In 2005 Rajan was on leave from Chicago Booth, when as chief economist of the International Monetary Fund, he was among those invited to celebrate the legacy of the Alan Greenspan era. For his presentation, he asked his staff to gather data on the widespread use of new financial instruments, and the results took him by surprise: The new tools meant that banks had become riskier, not safer, over the past decade. The paper he delivered questioned the expansion of financial markets and warned of a “catastrophic meltdown,” drawing a storm of criticism.
When the market collapsed three years later, dragged down by some of those same risky financial instruments, it became clear that Rajan had been right. He says the real source of the problem went beyond reckless bankers and lax regulators—though those factors also played a role. Rather, the entire financial sector had come to rely on skewed incentives, without proper concern over pervasive risk-taking.
As Rajan told The New York Times in an interview earlier this year, “The signals were stuck on green when they should have been red, and the Ferrari of a financial system accelerated rapidly in the wrong direction.”
The Three Causes
Widening income inequality in the United States is one of three root causes behind the crash, Rajan writes in Fault Lines.
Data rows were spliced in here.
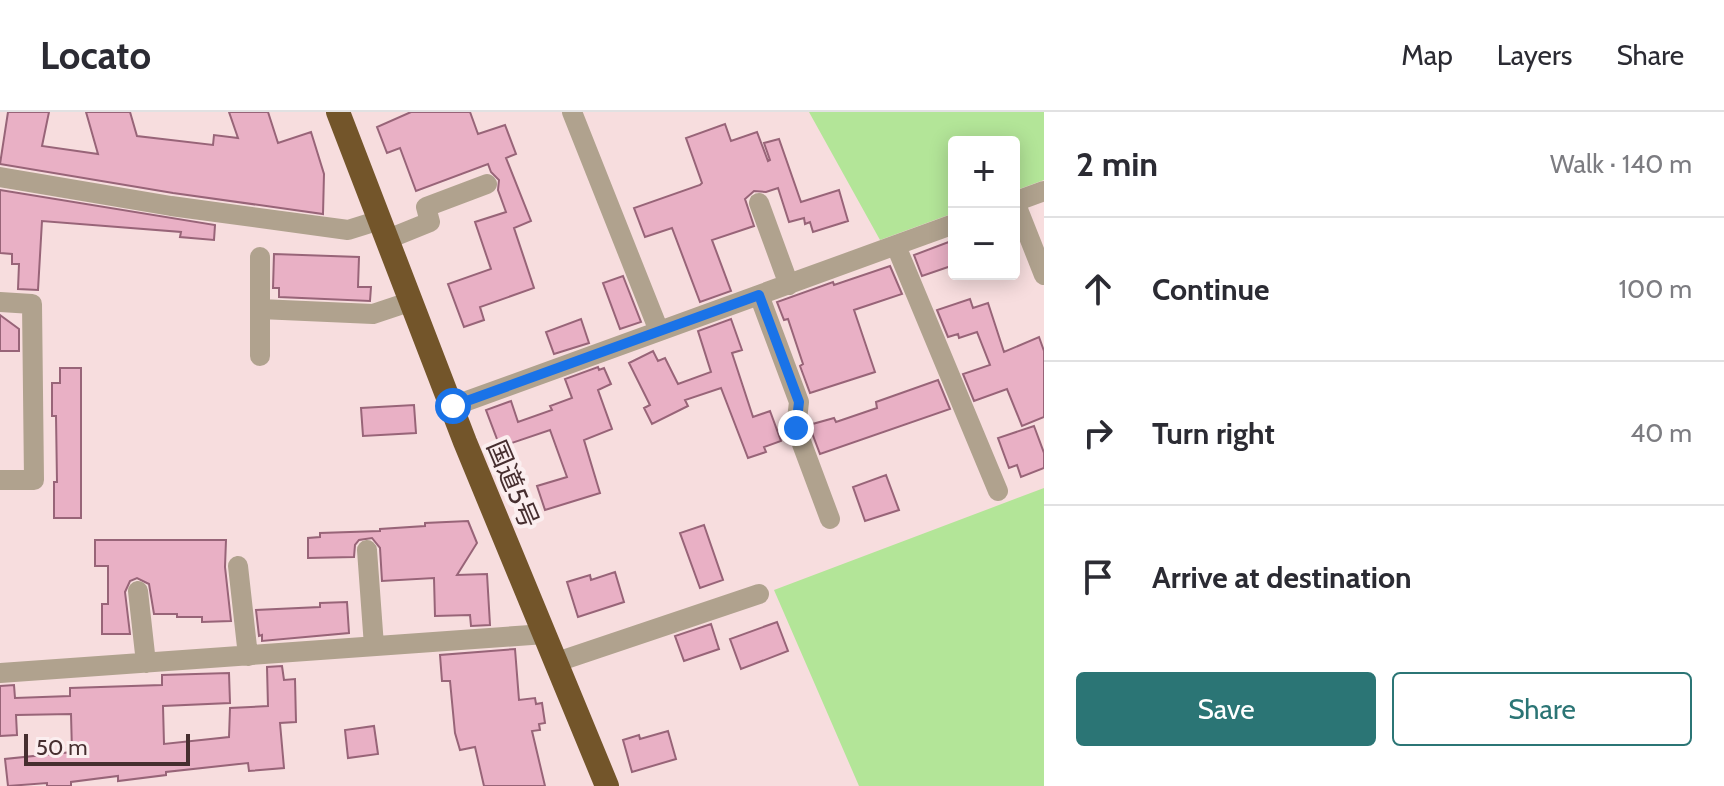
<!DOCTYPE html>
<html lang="en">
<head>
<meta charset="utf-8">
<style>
  :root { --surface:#fff; --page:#f2f2f3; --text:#2b2b33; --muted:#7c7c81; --line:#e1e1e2; --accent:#2b7575 }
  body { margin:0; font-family:Cabin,"Noto Sans JP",sans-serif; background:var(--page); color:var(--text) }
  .controls { position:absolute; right:24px; top:24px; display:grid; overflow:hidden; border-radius:8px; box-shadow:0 4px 20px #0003 }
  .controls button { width:72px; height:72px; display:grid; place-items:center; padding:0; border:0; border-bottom:2px solid var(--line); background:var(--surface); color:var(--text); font:40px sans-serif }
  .scale { position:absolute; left:24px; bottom:20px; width:166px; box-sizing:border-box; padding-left:8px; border:4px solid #462e2f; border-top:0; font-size:22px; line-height:28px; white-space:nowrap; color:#462e2f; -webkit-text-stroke:6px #fbeeef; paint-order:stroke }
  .stop { position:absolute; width:24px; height:24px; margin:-18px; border:6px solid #1a73e8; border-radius:50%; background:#fff }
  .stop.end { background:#1a73e8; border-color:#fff; box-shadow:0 2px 8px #0008 }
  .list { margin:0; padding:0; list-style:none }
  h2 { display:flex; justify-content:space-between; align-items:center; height:104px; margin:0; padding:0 32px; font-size:34px }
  h2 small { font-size:26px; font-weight:400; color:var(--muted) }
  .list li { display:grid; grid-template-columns:52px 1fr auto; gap:24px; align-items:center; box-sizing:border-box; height:144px; padding:0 32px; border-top:2px solid var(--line) }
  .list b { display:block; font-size:30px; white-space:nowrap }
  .list em { font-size:26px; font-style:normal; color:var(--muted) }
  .actions { display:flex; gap:16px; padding:24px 32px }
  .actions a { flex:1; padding:18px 0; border:2px solid var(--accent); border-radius:8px; text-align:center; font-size:28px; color:var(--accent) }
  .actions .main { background:var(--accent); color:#fff }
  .icon { flex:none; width:44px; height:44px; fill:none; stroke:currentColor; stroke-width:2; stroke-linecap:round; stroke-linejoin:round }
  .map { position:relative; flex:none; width:1044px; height:674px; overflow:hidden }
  header { display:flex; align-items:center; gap:48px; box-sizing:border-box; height:112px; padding:0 40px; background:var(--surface); border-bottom:2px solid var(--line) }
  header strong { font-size:38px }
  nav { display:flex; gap:44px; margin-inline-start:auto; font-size:28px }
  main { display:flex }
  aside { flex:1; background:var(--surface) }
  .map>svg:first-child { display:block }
</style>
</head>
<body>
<header>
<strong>Locato</strong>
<nav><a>Map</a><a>Layers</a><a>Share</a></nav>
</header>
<main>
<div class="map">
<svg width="1044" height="674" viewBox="0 0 1044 674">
  <rect width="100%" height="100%" fill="#f7ddde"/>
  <path fill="#b3e598" d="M809 0H1044V68L1014 79V30H954V101L880 128Z
    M1044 376V674H859L774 478Z"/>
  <path fill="#e9b0c5" stroke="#986478" stroke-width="2" d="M8 0H49L42 34 98 42 86 0H130L137 24 213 33 214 23 238 26 229 0H268L278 31 311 20 324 62 323 102 173 81 0 52Z
    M411 0H470L478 22 505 13 516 42 506 46 531 109 514 116 534 176 480 195 484 208 464 215 448 172 491 157 475 110 506 100 498 78 499 68 491 60 488 52 416 79 400 36 387 41 377 15Z
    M725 12 731 29 757 20 768 49 770 48 764 31 779 27 801 90 839 78 848 109 813 120 810 110 805 112 804 106 789 110 778 76 766 80 754 79 745 87 754 114 712 128 731 179 700 190 672 116 645 125 634 96 700 73 702 71 686 26Z
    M0 78 215 113 214 128 180 125 181 120 42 109 38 178 18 177 19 152H12V142L0 141Z
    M954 128V153L922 164 914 143Z
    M274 142 359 145 358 175H371L370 189 279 185V176H273Z
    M890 154 902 182 854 198 875 260 810 281 800 254 803 252 788 207 784 208 777 190 833 170 834 173Z
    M623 164 641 210 620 217 603 171Z
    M970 187 973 196 988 191 1004 240 1039 225 1044 239V305L1022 314 1007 277 974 289 963 262 990 253 977 220 959 226 958 222 948 225 937 198Z
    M0 203 19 217V239H0Z
    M581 207 589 231 554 242 546 220Z
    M731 207 742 238 732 241 753 305 770 299 781 329 764 335 766 340 748 346 721 276 685 288 688 294 652 312 644 296 650 293 629 251 653 239 658 249 665 246 678 272 711 260 698 219Z
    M598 255 599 258 604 256 611 272 598 278 612 317 584 328 600 381 545 398 537 374 567 365 550 318 500 335 486 298 511 289 518 310 552 298 550 294 572 286 565 267Z
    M60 256H81V406H54V370H57L56 304H52V271H60Z
    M938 268 950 297 820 342 809 313 834 306 836 310 877 296 876 290Z
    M414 293 416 321 363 324 361 296Z
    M1034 314 1044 341V356L1021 365 1017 353 1009 356 998 326Z
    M886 363 899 398 865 409 853 375Z
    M468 409 477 431 457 463 487 462 490 513 471 514 470 503 435 504 434 466 382 469 380 436 372 426 359 428 355 433 354 445 308 446V426L320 425V421L380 419V417L425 414V411Z
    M704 413 723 468 700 476 680 421Z
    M95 428H226L225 455 231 509 202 510V505H177V502H154L149 472 137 466 130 469 125 480 130 522H102V492H108V454H95Z
    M615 460 624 490 578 505 567 470 590 463 591 468Z
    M347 490 349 521 262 529V523L259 524 256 498 320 495V491Z
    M777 510 788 539 741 557 730 527Z
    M711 512 719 537 684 549 675 524Z
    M515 537 519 588 535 586 536 592 542 591 545 611 539 612 540 618 532 619 545 674H484L475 635 460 638 455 621 450 569H442L440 543Z
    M282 554 284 568 295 567 296 610 280 611 284 656 249 659 248 651 166 660V663L118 669V664L71 670V674H47V671L8 674 5 647 72 640 71 602 16 603 17 623 0 624V574L14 573 15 586 70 584V576L162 573V563L229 561 230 591 163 594 164 632 229 625 230 596 268 594 267 555Z
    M374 614 378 642 348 646 345 618Z
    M668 619 676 647 632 660 623 628 639 623 640 627Z"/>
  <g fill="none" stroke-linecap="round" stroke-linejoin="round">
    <path stroke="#b0a28e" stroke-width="20" d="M572 0 659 219
      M0 65 171 94 348 118 380 108
      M1014 90 1044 79
      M1015 90 1044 163
      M759 91 789 173
      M388 127 430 110 426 95 487 72
      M896 134 998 379
      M759 183 799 290 796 316 830 407
      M0 190 32 192 34 368H0
      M260 197 373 202 412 189
      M260 244V145
      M453 294 954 112
      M367 438 374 534
      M238 454 248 544
      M138 479 146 551
      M557 550 759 482
      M0 561 545 522"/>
    <path stroke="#73552a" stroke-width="24" d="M338 0 465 330 607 674"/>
  </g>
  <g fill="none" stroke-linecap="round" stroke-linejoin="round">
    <path stroke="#1a73e8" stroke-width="10" d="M453 294 759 183 799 290 796 316"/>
  </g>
  <g text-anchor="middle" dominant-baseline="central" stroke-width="8" stroke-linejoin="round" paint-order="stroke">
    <g font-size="26" fill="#462e2f" stroke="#fbeeef">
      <text transform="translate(513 372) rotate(67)">国道5号</text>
    </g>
  </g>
</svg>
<div class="controls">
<button>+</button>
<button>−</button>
</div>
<div class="scale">50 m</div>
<div class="stop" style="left:453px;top:294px"></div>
<div class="stop end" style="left:796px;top:316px"></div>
</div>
<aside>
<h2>2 min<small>Walk · 140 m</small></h2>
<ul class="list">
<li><svg class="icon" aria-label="ahead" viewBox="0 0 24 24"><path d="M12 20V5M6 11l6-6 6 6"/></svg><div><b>Continue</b></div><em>100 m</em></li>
<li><svg class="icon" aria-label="right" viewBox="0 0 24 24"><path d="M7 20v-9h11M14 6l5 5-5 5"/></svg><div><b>Turn right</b></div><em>40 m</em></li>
<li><svg class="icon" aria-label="arrive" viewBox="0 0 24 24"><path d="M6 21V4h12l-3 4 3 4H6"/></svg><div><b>Arrive at destination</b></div></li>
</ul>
<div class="actions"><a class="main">Save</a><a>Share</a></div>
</aside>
</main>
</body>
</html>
With middle-class earnings stagnating, politicians who wanted to lessen the pain helped make borrowing and buying homes easier— particularly for low-income households—so people could afford to keep shopping. In addition, the fears engendered by the thin U.S. unemployment safety net ensure that job creation becomes priority one in downturns. But when private firms have other constraints holding them back, government and Federal Reserve stimulus can be excessive, as was the case from 2001 to 2004, Rajan contends.
Emerging markets like China readily supplied the goods, exacerbating already high trade imbalances, the second cause Rajan cites. The third is that the U.S. financial sector, with its skewed incentives, is the critical but unstable link between an over-stimulated America and an under-consuming world.
Economists and political analysts alike have praised Rajan’s book. In October it won the Financial Times and Goldman Sachs Business Book of the Year award for 2010. Esquire called the book “especially fascinating because it mixes free-market Chicago School economics with good-government ideas straight out of Obamaland.”
In Chicago, Rajan’s colleagues welcome his success. Luigi Zingales, the Robert C. McCormack Professor of Entrepreneurship and Finance at Chicago Booth, calls him “the best financial economist of our generation.”
In reviewing the book, U.S. Court of Appeals Judge Richard Posner, senior lecturer in the Law School, said, “Rajan’s book stands out for several reasons: the author’s intellectual distinction, his academic and real-world involvement in the problems of finance and the macroeconomy, his global perspective, his search for the roots of the financial crisis in America’s growing economic inequality, and also his prescience.”
Rajan modestly says others also saw it coming. His concern now is how to make society more equitable and sustainable over the long term. “That’s what we should be thinking about,” he says, “because we can’t afford another collapse.”